WASHINGTON, DC - The Internal Revenue Service has published long awaited regulations changing the way rents are adjusted on Low-Income Housing Tax Credit (LIHTC) properties where residents pay for their own utilities. The National Multi Housing Council/National Apartment Association (NMHC/NAA) Joint Legislative Program led an industry coalition that has sought these important changes since 2004.
"These new regulations should solve a critical problem that was threatening to make a large inventory of the nation's affordable housing financial unstable," said David Cardwell, NMHC/NAA Vice President of Capital Markets.

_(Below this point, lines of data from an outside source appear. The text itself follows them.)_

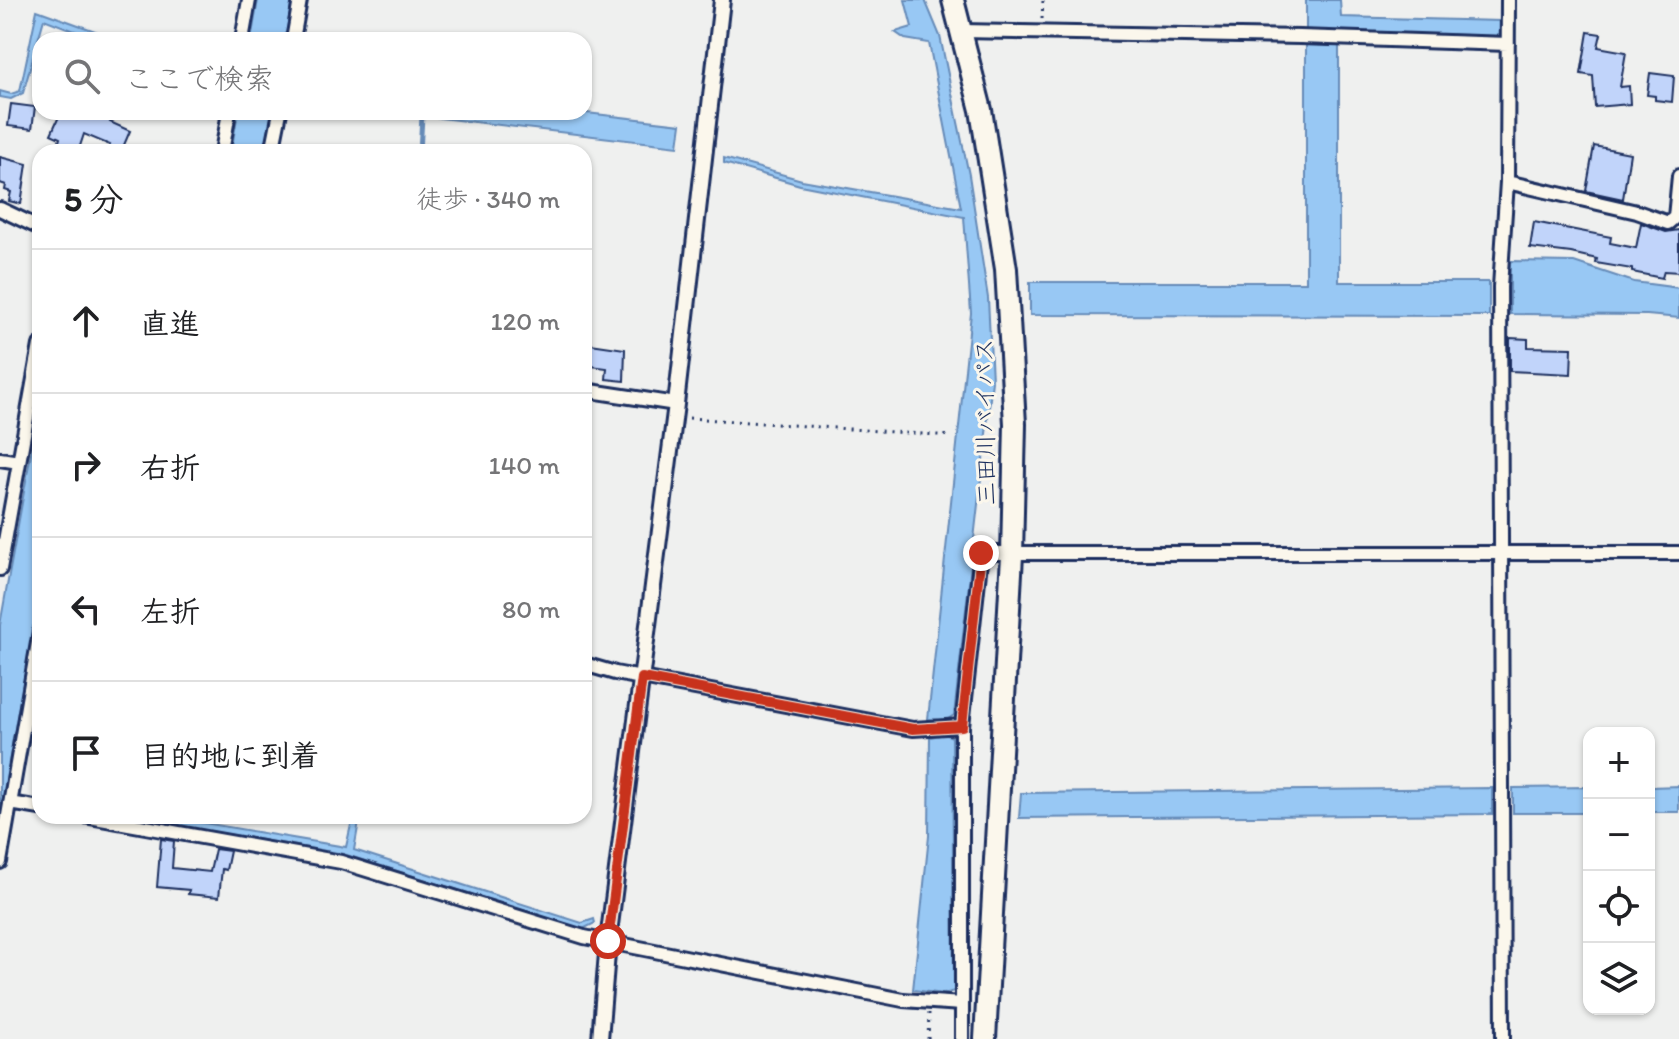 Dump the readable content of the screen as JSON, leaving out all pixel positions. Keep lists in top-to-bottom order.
{
  "streets": {
    "highway": ["三田川バイパス"]
  },
  "page": {
    "search": "ここで検索",
    "heading": ["5 分", "徒歩 · 340 m"],
    "list": [
      ["直進", "120 m"],
      ["右折", "140 m"],
      ["左折", "80 m"],
      "目的地に到着"
    ],
    "map_buttons": ["+", "−"]
  }
}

"Properties built under the LIHTC program have limits on the rents they can charge in order to keep them affordable," explained Cardwell. "Those rents are further reduced when the resident pays their own utility costs, but the rent reductions are not based on the renter's actual utility costs. Instead, they were based on a flawed estimating process that looked at utility costs for older public housing properties. These estimates tended to overestimate the utility costs in newer, more efficient tax credit properties, which, in turn, unfairly reduced the rent received by owners."
"These lower rent levels were making it difficult and sometimes impossible for property owners to maintain and operate their properties and cover their mortgages," said Cardwell. The new regulations, which largely mirror a proposal submitted to the IRS by the NMHC/NAA-led coalition, increase the sources of data that owners can use to calculate resident-paid utilities to make them more accurate.

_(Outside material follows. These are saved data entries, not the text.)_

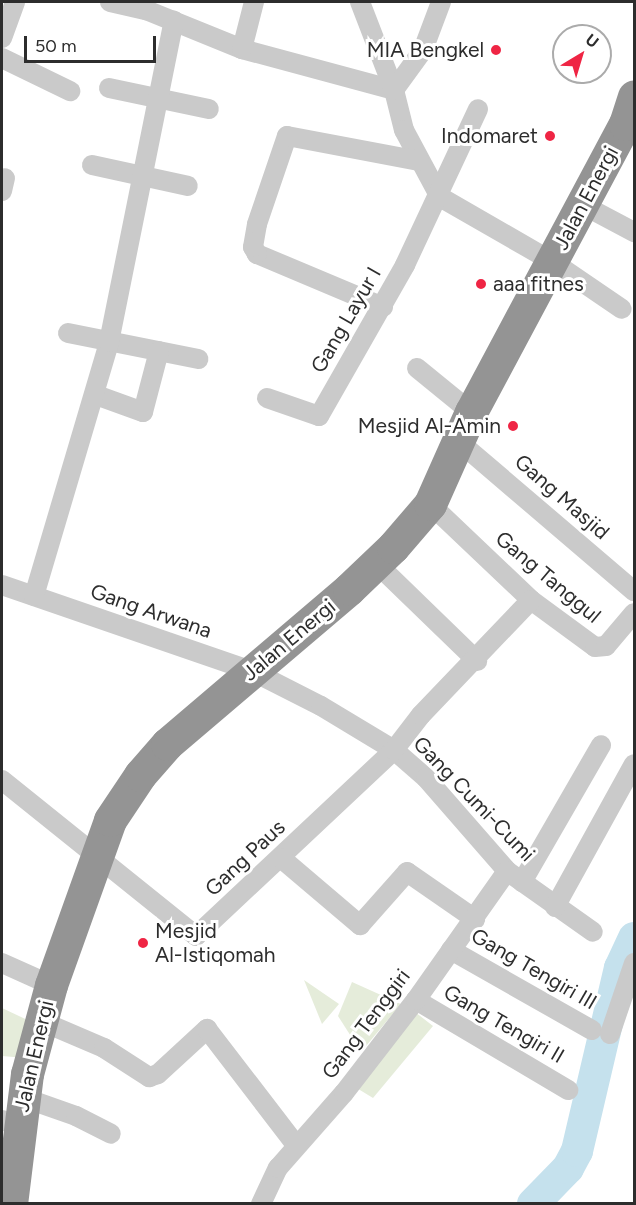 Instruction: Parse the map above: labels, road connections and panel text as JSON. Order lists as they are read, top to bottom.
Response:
{
  "streets": {
    "highway": ["Jalan Energi"],
    "street": [
      "Gang Layur I",
      "Gang Masjid",
      "Gang Tanggul",
      "Gang Arwana",
      "Gang Cumi-Cumi",
      "Gang Paus",
      "Gang Tengiri III",
      "Gang Tenggiri",
      "Gang Tengiri II"
    ]
  },
  "crossings": [
    ["Jalan Energi", "Gang Masjid"],
    ["Jalan Energi", "Gang Tanggul"],
    ["Jalan Energi", "Gang Arwana"],
    ["Jalan Energi", "Gang Cumi-Cumi"],
    ["Jalan Energi", "Gang Paus"],
    ["Gang Tanggul", "Gang Paus"],
    ["Gang Arwana", "Gang Cumi-Cumi"],
    ["Gang Cumi-Cumi", "Gang Paus"],
    ["Gang Cumi-Cumi", "Gang Tenggiri"],
    ["Gang Tengiri III", "Gang Tenggiri"],
    ["Gang Tenggiri", "Gang Tengiri II"]
  ],
  "places": [
    "MIA Bengkel",
    "Indomaret",
    "aaa fitnes",
    "Mesjid Al-Amin",
    "Mesjid Al-Istiqomah"
  ],
  "scale_bar": "50 m",
  "north": "top right"
} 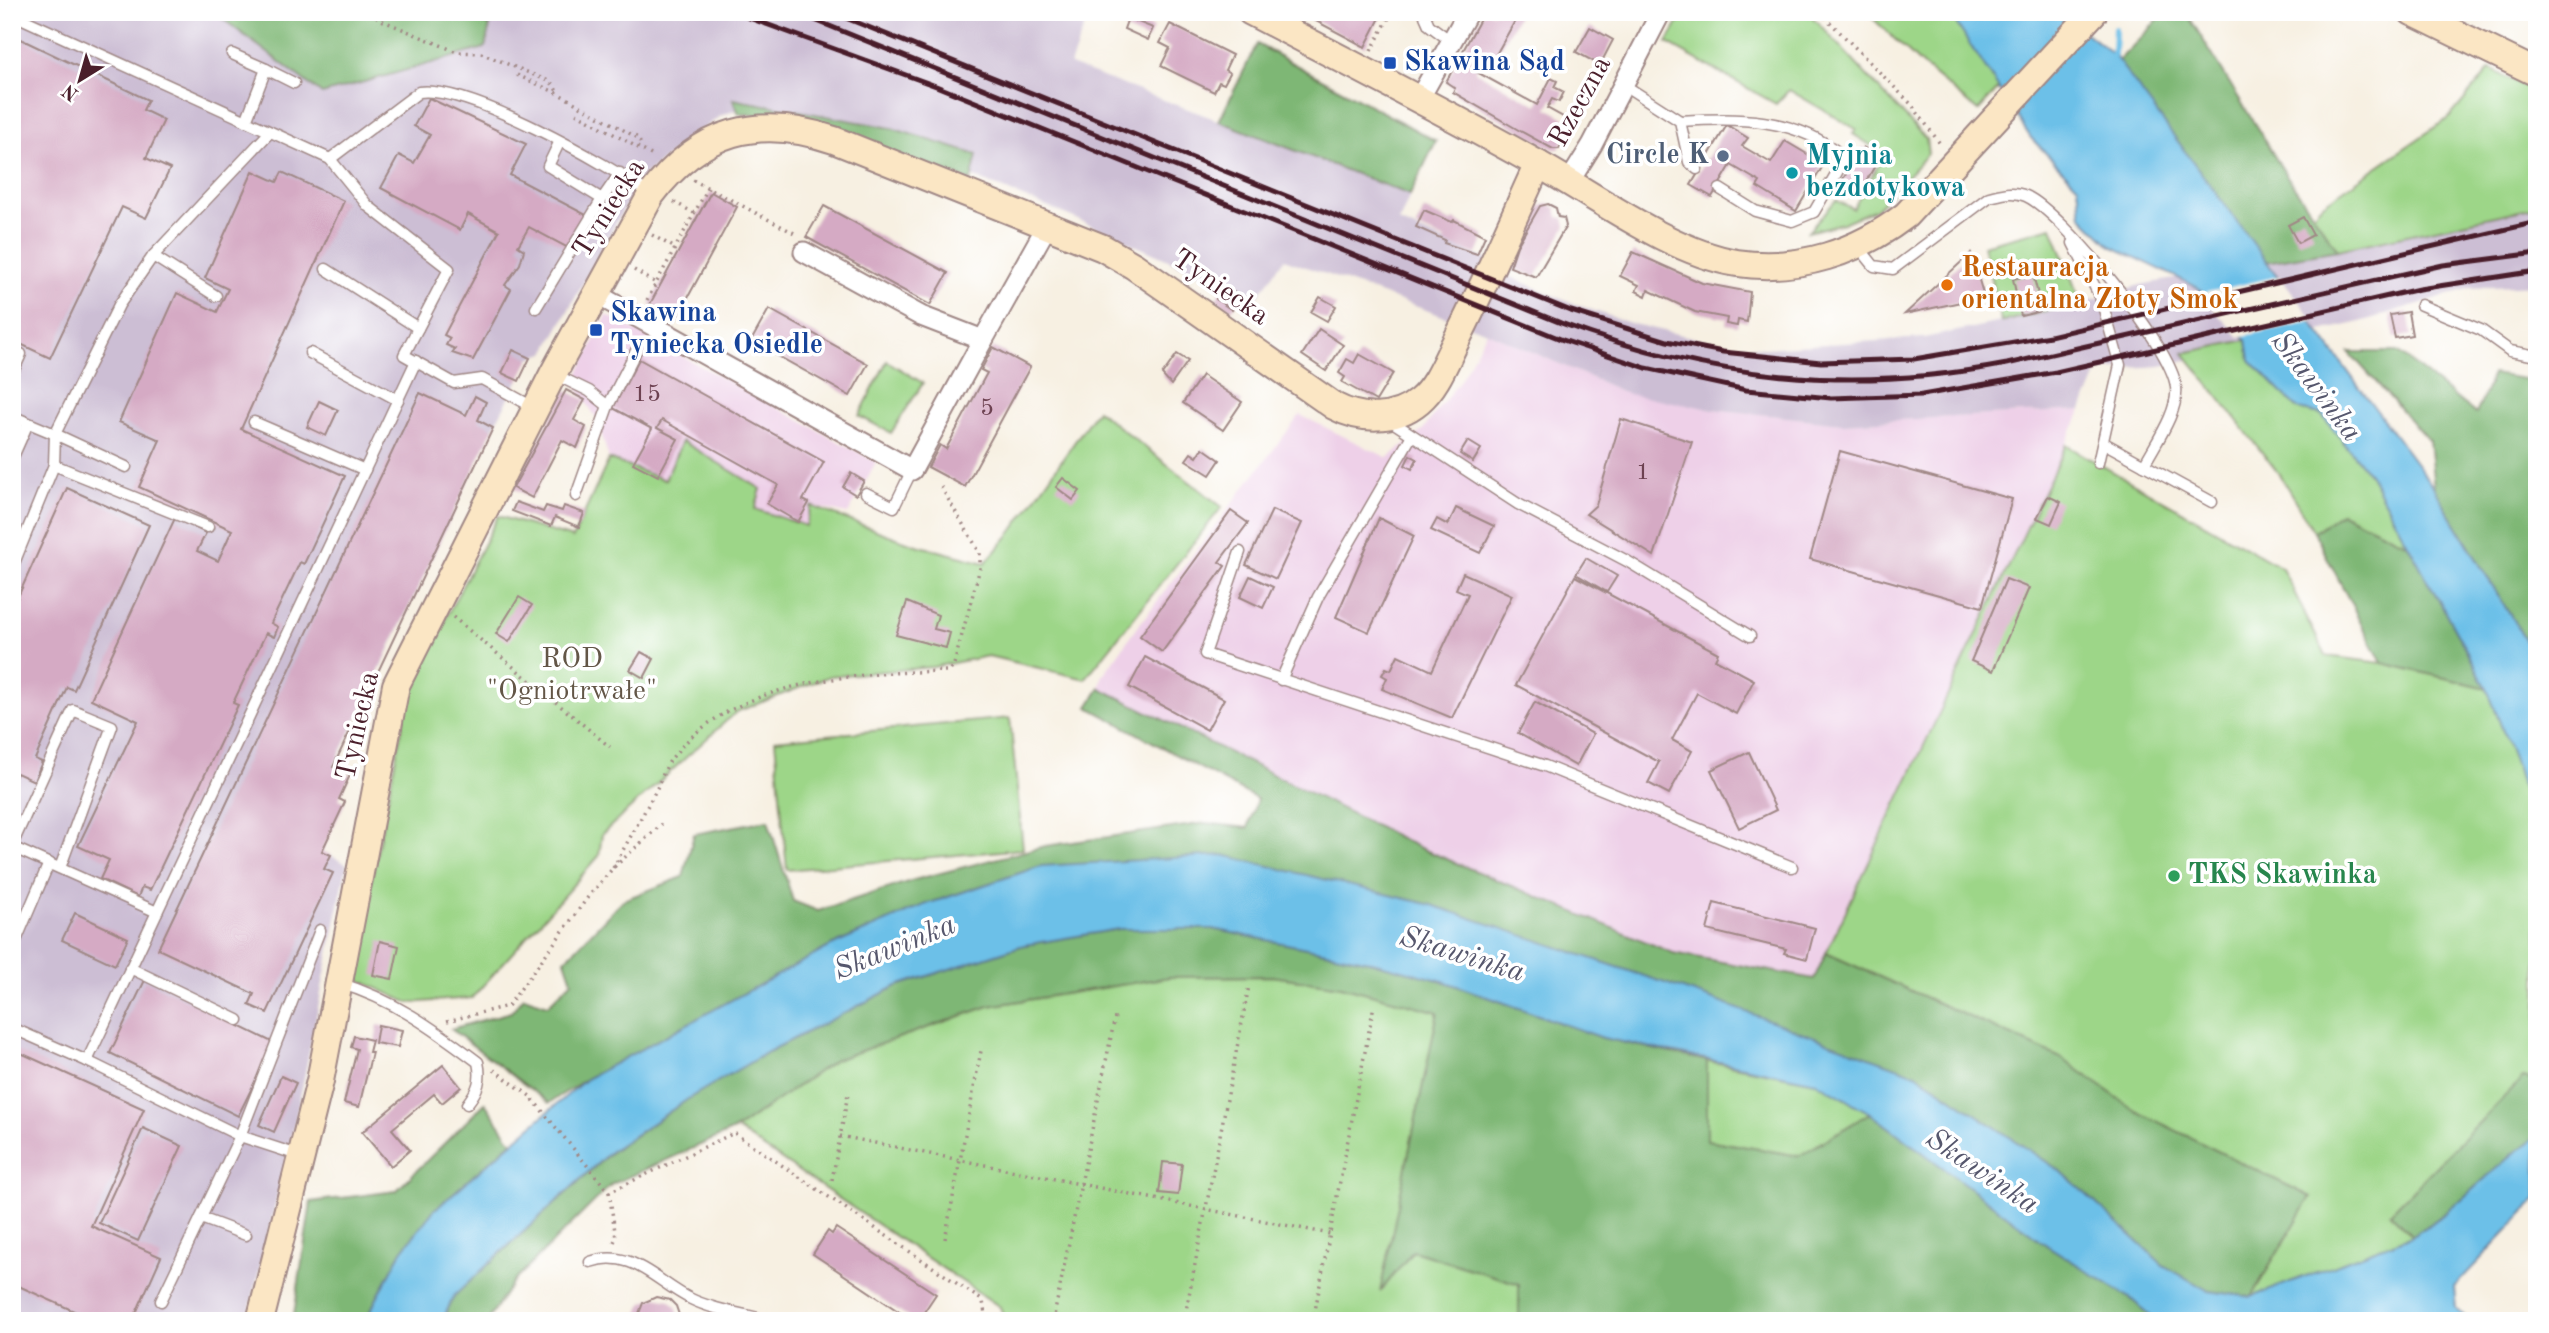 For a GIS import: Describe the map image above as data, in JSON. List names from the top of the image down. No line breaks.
{"streets":{"street":["Rzeczna","Tyniecka"]},"water":["Skawinka"],"parks":["ROD \"Ogniotrwałe\""],"places":{"transit":["Skawina Sąd","Skawina Tyniecka Osiedle"],"other":["Circle K","Myjnia bezdotykowa","Restauracja orientalna Złoty Smok","TKS Skawinka"]},"house_numbers":["15","5","1"],"north":"bottom left"}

The new rules also allow owners to use utility estimates provided by state LIHTC allocating agencies (typically state housing finance agencies) and estimates produced by a new HUD utility modeling program. Thanks to NMHC/NAA comments and testimony, the final version also allows owners to seek certified engineering studies to estimate utilities and it allows such models to include water and sewer costs; these provisions were not included in an earlier proposed version of the rules.
In addition to the procedures to set utility adjustments, NMHC/NAA secured a provision to allow properties to obtain a stabilized occupancy before rents are adjusted at newly developed properties. The provision sought by NMHC/NAA would require rents to remain unadjusted for a period of one year, or until the property has achieved 90 percent occupancy for 90 consecutive days, whichever comes first.
"These regulations are a win-win for affordable housing providers and renters in need of affordable housing," said Cardwell. "By helping to ensure the financial viability of these properties, the rules preserve a critical source of affordable housing."